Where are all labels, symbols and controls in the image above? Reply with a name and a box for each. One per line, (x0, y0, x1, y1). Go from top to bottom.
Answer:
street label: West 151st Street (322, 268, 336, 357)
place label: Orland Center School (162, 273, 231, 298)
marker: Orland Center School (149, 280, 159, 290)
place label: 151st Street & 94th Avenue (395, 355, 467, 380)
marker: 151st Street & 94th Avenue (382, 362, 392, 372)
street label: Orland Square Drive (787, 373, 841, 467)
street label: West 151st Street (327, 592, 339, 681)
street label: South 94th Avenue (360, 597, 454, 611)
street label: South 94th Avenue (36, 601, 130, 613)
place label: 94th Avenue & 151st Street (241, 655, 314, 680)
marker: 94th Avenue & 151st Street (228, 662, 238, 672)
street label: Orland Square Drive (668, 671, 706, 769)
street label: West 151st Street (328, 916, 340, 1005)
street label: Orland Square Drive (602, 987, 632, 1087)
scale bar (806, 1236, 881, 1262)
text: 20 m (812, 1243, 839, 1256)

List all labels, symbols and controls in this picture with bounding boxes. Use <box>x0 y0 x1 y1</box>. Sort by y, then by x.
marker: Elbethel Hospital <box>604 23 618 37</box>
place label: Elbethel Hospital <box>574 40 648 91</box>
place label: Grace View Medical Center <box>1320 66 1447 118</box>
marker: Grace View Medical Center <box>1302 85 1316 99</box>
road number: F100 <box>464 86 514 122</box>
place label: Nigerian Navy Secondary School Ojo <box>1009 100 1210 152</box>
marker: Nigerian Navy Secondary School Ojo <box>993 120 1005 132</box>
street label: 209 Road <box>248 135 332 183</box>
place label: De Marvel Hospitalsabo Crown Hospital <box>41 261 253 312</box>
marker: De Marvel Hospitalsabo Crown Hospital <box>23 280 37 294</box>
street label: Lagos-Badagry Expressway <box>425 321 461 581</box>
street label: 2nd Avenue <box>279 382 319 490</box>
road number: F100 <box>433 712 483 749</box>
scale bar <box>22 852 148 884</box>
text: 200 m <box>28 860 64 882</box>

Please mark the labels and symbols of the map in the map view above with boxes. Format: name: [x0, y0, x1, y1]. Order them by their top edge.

::::::::::

◆ TASK INSTRUCTIONS: Search the entries for the word "above". Copy each line where it appears.

◆ SOLUTION:
Where are all labels, symbols and controls in the image above? Reply with a name and a box for each. One per line, (x0, y0, x1, y1). Go from top to bottom.
Please mark the labels and symbols of the map in the map view above with boxes. Format: name: [x0, y0, x1, y1]. Order them by their top edge.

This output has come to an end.